Of course, the big competition ends in a dead heat, which forces a tie-breaking canoe race for the title. Does the pregnant daughter go into labor on the boat, forcing the Bakers to abandon the race and rush to the hospital? Do the Murtaugh kids rebel against their stuffy father (Eugene Levy, never more of a cynical sell-out), sprinting along with the Bakers to save the day? Nora has her baby (but oddly, no childbirth scene), but by my clock, the entire process – from first check in to swaddled infant — took no more than two minutes. And when Tom enters the delivery room, the baby is strikingly similar to a child of at least six months, though its hair is nowhere near the Michael Landon-ish dome of Rocky Balboa’s son in the second film. Tom’s insecurities erased, he lets forth the tear of a proud grandfather.

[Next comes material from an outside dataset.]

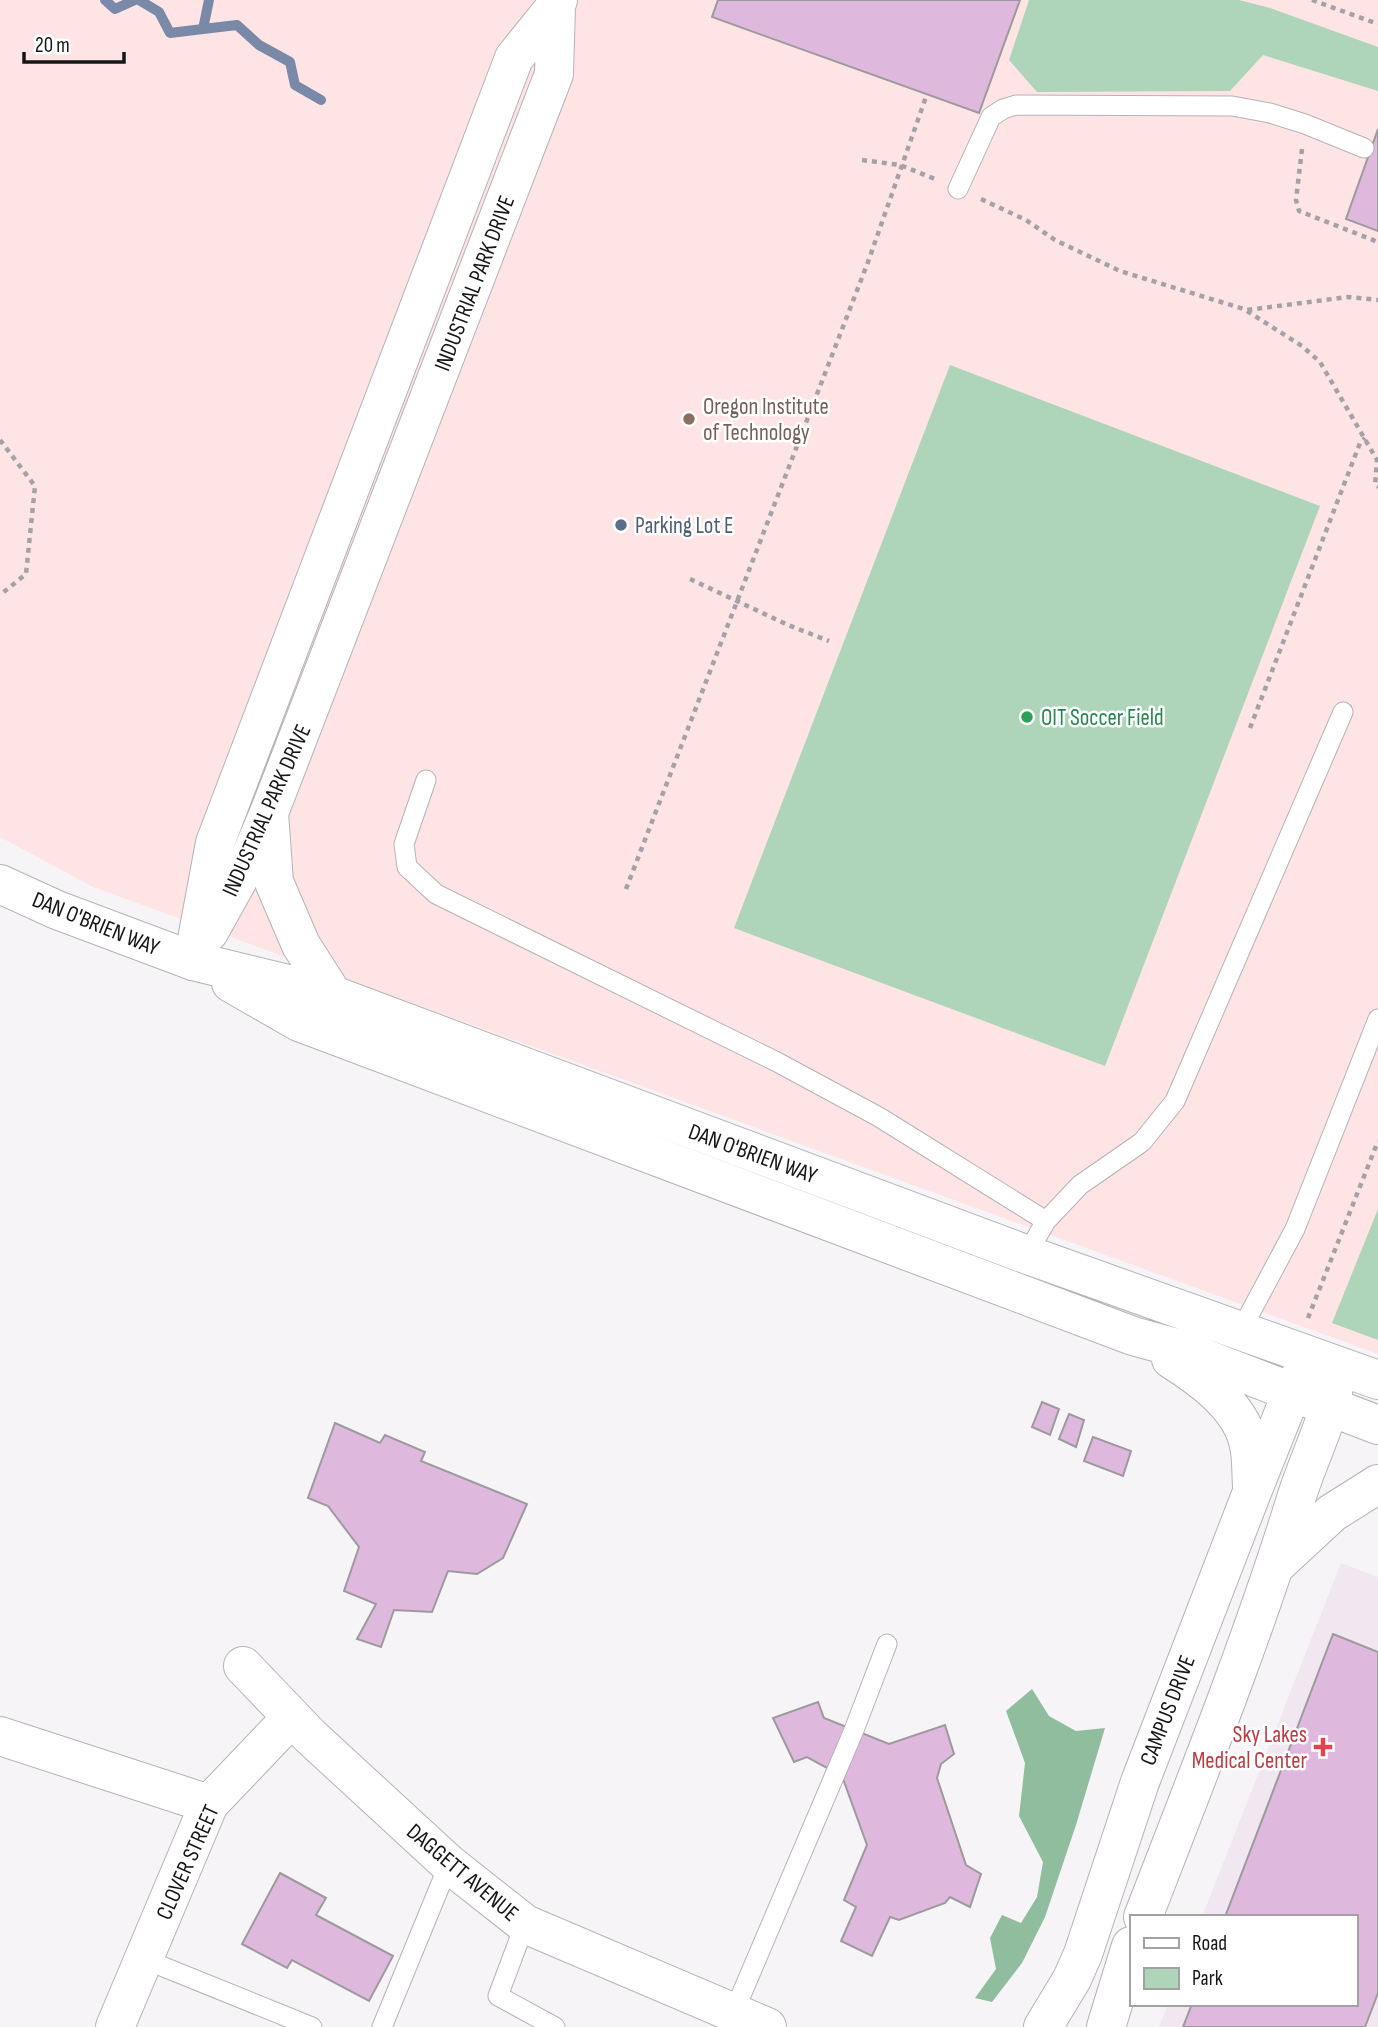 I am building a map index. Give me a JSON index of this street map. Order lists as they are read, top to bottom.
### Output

So, despite the grueling tennis matches, wheelchair geezers falling not once, but twice, into the lake, runaway jet skis, and unruly dogs destroying priceless china, it’s all worth it, because another squirming lump of clay that can be brainwashed, molded, and treated like a servant has been brought into the Baker fold. Even Nora’s husband, heretofore the least developed character in cinema history, stops objecting to Tom’s talk of “raising a good linebacker” and declares his obedience. Because as we know, the Bakers who never read, talk intelligently, set goals, or learn manners – are superior to the Murtaughs, even though they are accomplished, dignified, presentable, and polite. Because of those traits, they are hopelessly stuffy, robotic, and unreal, hence the epitome of something not quite American.